INFORMATION GIVEN:
--

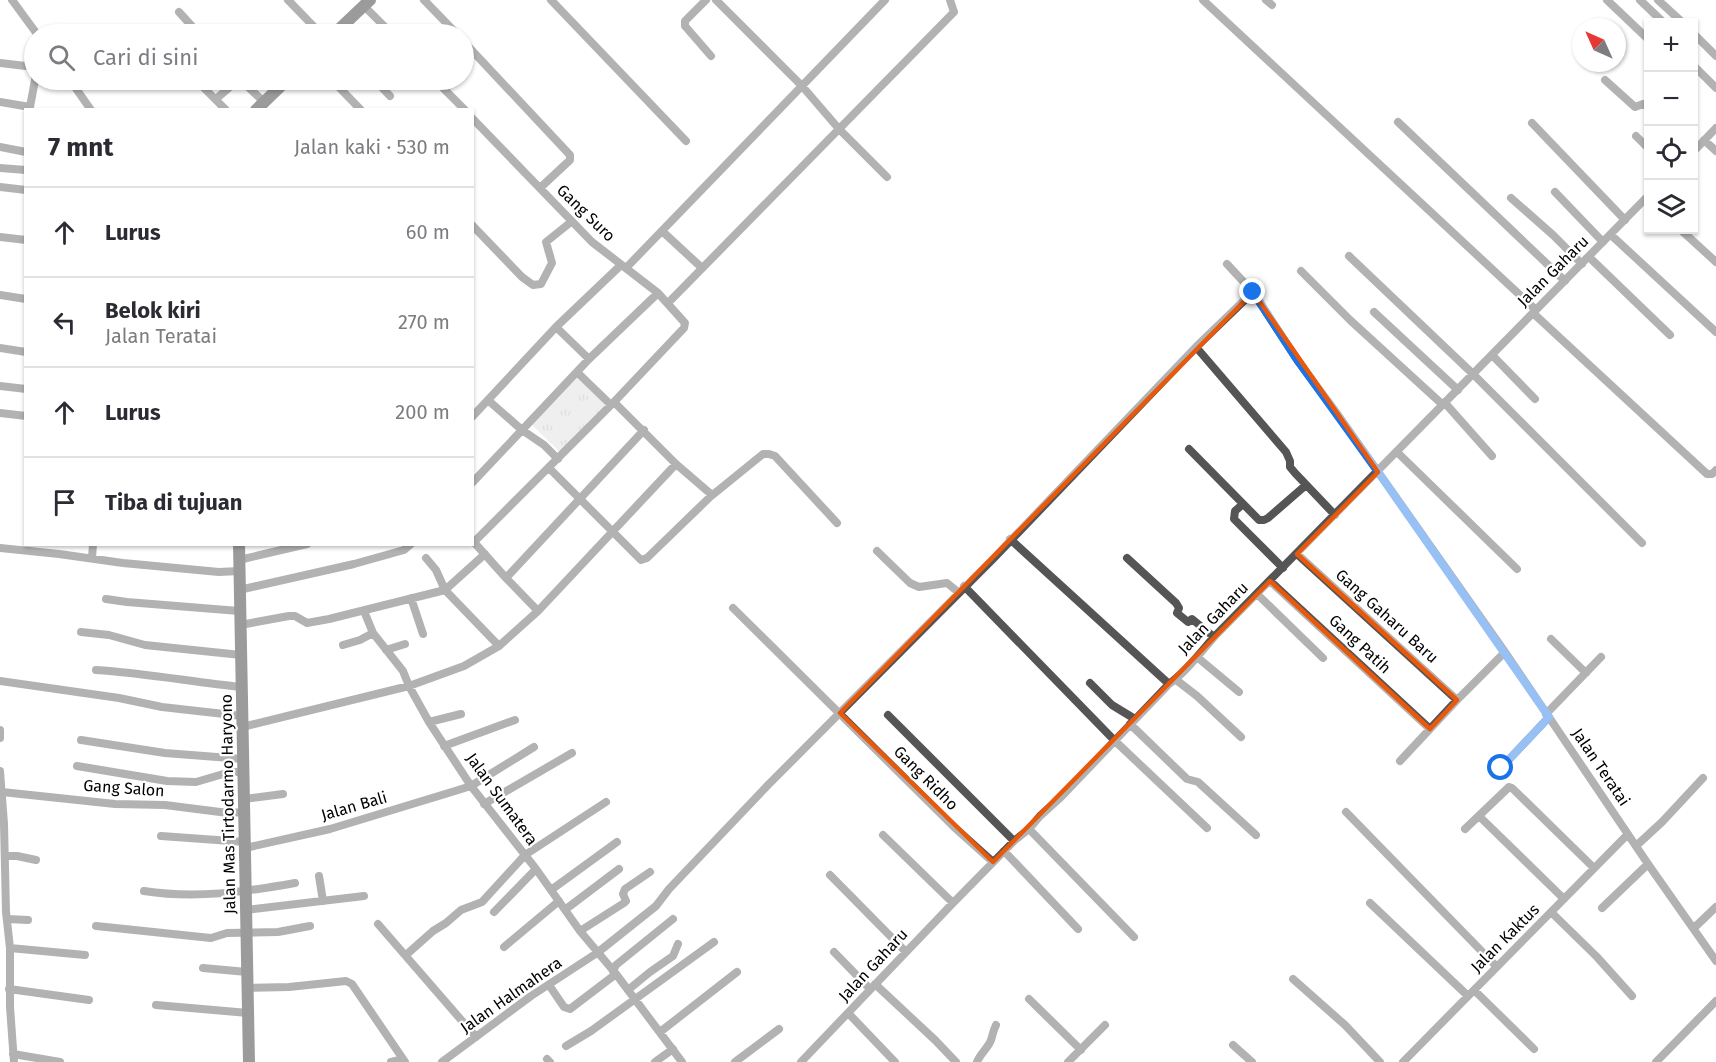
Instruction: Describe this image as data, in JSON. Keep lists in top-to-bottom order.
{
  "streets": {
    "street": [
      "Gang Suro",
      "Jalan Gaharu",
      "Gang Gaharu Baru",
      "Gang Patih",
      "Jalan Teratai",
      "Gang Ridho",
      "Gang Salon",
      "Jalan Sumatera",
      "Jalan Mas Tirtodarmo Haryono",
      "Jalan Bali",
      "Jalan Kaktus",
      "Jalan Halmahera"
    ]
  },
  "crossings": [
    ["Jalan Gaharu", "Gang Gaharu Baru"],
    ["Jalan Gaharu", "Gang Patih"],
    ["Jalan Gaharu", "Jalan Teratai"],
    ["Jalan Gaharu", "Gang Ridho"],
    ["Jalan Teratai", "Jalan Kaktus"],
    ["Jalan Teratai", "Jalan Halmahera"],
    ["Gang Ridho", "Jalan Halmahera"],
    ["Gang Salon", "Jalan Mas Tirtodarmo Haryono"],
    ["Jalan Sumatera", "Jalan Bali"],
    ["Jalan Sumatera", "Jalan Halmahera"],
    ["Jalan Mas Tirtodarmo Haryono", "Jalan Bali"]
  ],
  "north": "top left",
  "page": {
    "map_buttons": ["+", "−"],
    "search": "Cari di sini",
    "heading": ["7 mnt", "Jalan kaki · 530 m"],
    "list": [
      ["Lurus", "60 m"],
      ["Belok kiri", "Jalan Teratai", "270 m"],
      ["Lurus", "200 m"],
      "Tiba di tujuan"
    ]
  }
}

--

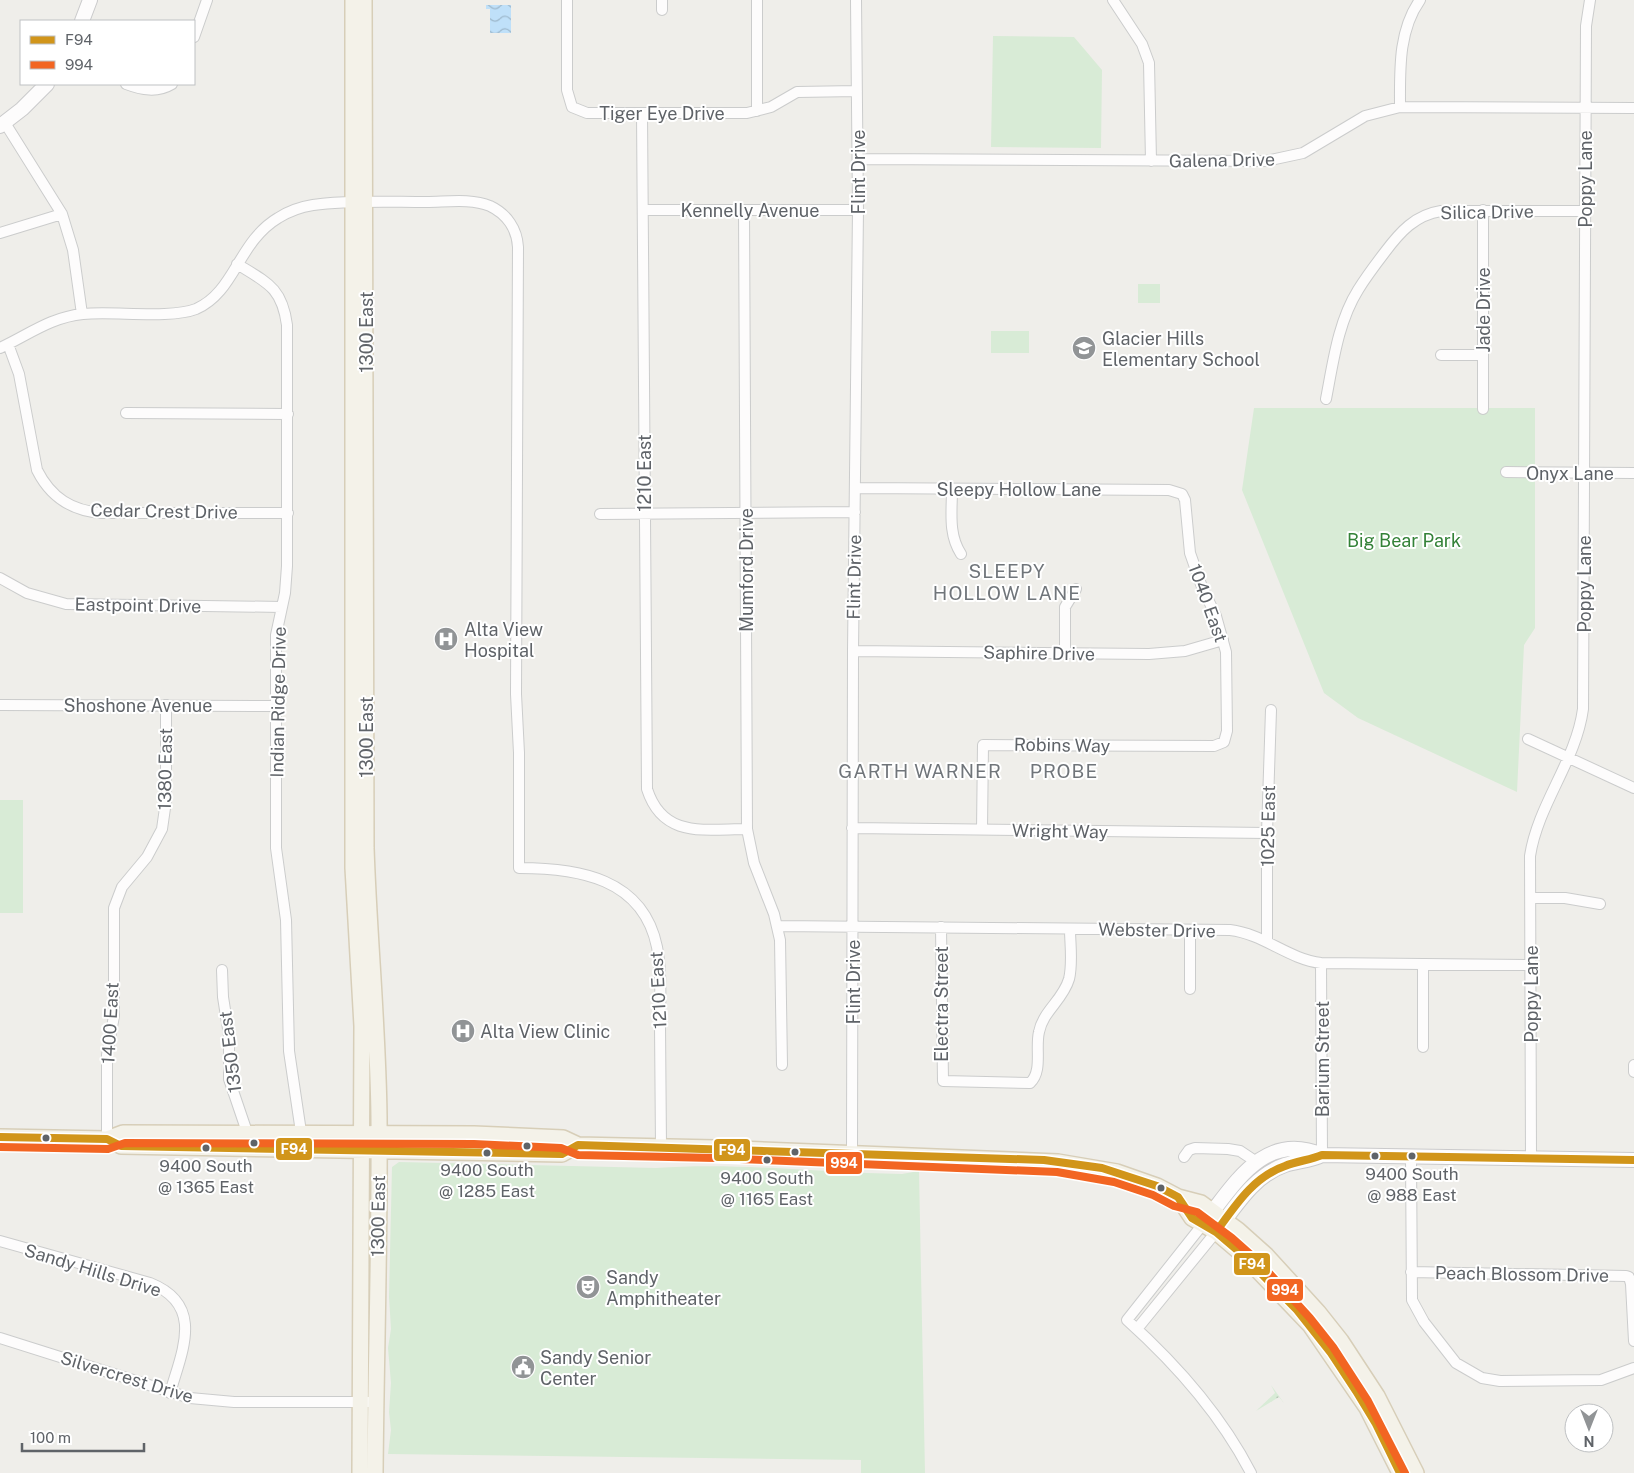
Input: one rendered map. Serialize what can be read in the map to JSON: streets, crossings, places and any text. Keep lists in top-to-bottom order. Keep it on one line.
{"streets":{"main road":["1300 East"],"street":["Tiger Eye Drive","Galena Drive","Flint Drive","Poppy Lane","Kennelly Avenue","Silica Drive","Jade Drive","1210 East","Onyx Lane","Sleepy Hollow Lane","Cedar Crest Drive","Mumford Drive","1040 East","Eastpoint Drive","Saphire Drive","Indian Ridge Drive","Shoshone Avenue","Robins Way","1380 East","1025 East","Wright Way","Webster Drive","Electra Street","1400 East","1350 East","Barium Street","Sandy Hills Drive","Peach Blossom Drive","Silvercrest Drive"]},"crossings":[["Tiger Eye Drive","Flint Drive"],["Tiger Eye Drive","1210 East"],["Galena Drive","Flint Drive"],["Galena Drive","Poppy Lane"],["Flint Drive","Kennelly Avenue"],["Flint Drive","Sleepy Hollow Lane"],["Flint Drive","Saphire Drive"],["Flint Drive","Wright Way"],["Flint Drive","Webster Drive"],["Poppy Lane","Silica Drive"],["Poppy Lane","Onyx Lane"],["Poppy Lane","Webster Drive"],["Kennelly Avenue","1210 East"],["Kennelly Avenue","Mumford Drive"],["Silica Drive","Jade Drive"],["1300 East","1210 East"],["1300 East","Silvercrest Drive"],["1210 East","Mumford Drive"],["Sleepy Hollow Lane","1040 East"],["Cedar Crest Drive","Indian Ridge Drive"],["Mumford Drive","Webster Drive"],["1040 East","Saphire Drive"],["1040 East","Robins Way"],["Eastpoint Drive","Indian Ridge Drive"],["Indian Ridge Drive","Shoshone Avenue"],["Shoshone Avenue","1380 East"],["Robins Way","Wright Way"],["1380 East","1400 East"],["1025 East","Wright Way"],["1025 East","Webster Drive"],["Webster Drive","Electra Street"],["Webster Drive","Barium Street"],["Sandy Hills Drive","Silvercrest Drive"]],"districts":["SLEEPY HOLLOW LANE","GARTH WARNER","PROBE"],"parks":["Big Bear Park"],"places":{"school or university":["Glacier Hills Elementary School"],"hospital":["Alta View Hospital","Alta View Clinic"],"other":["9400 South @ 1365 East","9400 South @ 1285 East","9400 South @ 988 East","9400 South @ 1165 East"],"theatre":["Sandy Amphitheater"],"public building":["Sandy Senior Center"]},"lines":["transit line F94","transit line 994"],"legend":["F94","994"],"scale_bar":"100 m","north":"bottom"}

--

TASK REQUIREMENTS:
In the data above, copy every line where the string "Tirtodarmo" appears.

RESPONSE TO THE TASK:
      "Jalan Mas Tirtodarmo Haryono",
    ["Gang Salon", "Jalan Mas Tirtodarmo Haryono"],
    ["Jalan Mas Tirtodarmo Haryono", "Jalan Bali"]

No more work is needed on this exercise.